Once you reach the line that contains "For a GIS import: Build", retype it and each later line exactly as written, stopping only at the end of the listing.

=== LISTED ENTRIES ===
* * *

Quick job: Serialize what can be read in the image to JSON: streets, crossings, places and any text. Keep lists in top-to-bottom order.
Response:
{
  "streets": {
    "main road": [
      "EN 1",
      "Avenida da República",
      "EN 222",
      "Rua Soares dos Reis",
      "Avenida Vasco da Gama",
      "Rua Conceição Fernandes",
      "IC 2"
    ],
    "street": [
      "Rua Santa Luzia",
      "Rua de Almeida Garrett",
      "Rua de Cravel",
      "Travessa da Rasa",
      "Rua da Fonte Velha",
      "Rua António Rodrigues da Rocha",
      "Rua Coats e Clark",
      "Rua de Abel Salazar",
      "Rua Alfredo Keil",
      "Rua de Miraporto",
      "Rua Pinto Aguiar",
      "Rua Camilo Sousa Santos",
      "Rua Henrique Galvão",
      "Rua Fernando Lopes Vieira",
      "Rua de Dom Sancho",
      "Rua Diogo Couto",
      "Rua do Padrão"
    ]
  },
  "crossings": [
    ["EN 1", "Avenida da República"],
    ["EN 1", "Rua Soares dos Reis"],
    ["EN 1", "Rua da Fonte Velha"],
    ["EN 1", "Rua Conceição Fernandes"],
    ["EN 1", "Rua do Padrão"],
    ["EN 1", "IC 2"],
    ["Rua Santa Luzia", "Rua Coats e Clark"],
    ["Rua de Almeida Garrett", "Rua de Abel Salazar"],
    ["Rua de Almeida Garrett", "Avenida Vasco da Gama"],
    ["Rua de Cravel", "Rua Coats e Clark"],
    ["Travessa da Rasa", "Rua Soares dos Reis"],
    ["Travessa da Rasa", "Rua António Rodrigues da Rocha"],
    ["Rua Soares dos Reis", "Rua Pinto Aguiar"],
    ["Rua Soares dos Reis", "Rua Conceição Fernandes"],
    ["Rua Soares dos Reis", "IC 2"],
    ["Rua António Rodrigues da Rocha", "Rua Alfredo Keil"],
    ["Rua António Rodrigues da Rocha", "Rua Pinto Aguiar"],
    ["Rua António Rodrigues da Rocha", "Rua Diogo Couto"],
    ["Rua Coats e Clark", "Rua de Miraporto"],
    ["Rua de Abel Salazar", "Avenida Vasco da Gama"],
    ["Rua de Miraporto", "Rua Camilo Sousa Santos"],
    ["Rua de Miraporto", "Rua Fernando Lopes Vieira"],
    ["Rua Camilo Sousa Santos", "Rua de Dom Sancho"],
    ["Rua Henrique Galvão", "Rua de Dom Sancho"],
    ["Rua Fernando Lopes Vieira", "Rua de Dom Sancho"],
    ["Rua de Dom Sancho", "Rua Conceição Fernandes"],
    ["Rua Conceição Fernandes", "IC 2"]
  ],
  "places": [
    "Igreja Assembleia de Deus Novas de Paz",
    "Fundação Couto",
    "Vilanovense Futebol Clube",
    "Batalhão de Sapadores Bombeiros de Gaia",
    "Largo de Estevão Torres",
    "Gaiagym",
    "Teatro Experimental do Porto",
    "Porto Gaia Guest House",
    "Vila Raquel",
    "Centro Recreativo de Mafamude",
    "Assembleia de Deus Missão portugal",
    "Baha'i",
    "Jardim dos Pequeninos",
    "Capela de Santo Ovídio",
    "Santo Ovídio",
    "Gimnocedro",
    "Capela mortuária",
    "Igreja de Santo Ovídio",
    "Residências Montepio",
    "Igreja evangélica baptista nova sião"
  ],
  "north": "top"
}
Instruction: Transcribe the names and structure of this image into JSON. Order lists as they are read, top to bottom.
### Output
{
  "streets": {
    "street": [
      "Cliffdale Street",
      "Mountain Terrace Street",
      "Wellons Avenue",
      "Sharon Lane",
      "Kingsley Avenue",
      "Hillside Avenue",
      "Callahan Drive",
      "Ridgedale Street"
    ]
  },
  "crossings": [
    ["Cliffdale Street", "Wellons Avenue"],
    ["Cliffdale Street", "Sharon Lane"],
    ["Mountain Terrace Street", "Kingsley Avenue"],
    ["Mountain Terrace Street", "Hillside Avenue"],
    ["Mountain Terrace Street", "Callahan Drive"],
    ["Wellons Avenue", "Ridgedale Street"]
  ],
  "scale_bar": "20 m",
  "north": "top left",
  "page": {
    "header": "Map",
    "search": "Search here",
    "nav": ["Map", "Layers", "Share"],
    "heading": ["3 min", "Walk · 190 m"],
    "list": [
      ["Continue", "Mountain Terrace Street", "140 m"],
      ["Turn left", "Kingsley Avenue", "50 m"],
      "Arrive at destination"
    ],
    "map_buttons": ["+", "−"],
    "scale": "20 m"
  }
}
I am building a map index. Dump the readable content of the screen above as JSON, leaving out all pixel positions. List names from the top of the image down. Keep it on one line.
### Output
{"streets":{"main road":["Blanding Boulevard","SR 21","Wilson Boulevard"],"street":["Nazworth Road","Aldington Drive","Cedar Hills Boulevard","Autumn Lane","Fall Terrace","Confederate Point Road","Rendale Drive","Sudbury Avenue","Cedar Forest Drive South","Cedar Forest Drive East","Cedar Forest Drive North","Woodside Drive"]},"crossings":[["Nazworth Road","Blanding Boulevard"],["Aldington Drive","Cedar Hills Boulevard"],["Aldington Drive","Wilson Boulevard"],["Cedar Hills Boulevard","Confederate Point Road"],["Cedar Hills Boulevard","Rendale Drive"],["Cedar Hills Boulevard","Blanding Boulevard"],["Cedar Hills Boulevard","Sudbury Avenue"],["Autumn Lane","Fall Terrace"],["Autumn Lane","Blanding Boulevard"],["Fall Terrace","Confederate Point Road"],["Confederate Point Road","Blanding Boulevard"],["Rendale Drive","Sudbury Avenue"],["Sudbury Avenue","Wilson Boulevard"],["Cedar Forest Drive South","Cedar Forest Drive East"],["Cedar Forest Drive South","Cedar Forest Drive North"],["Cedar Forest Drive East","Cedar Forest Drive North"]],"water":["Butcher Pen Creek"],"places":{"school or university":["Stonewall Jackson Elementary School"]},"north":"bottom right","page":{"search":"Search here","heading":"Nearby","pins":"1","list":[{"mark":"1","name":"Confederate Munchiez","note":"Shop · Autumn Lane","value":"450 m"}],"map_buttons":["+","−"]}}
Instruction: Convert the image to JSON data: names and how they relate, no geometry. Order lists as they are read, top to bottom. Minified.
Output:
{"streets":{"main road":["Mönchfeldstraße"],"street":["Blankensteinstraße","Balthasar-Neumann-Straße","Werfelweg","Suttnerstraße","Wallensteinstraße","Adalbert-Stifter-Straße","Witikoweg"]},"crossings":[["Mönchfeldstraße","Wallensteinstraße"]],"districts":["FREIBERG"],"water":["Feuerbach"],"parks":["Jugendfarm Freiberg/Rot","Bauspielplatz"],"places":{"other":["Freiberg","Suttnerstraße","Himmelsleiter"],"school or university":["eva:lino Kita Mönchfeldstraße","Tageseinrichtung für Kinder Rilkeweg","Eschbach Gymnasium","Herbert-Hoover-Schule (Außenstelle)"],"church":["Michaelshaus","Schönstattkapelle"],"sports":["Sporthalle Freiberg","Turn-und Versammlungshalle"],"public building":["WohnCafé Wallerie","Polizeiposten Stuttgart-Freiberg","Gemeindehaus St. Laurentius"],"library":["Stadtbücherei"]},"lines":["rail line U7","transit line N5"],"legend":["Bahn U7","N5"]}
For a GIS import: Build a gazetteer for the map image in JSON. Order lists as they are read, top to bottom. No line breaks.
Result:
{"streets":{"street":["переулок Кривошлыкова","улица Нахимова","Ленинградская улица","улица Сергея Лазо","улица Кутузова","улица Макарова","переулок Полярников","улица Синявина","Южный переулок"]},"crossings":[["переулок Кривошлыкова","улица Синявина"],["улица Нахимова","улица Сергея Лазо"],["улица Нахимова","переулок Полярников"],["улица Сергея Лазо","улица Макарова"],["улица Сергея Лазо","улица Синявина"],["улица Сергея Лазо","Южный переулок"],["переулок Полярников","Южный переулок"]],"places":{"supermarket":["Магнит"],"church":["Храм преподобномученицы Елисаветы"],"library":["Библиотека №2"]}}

* * *

=== THE COMPLETED TASK ===
For a GIS import: Build a gazetteer for the map image in JSON. Order lists as they are read, top to bottom. No line breaks.
Result:
{"streets":{"street":["переулок Кривошлыкова","улица Нахимова","Ленинградская улица","улица Сергея Лазо","улица Кутузова","улица Макарова","переулок Полярников","улица Синявина","Южный переулок"]},"crossings":[["переулок Кривошлыкова","улица Синявина"],["улица Нахимова","улица Сергея Лазо"],["улица Нахимова","переулок Полярников"],["улица Сергея Лазо","улица Макарова"],["улица Сергея Лазо","улица Синявина"],["улица Сергея Лазо","Южный переулок"],["переулок Полярников","Южный переулок"]],"places":{"supermarket":["Магнит"],"church":["Храм преподобномученицы Елисаветы"],"library":["Библиотека №2"]}}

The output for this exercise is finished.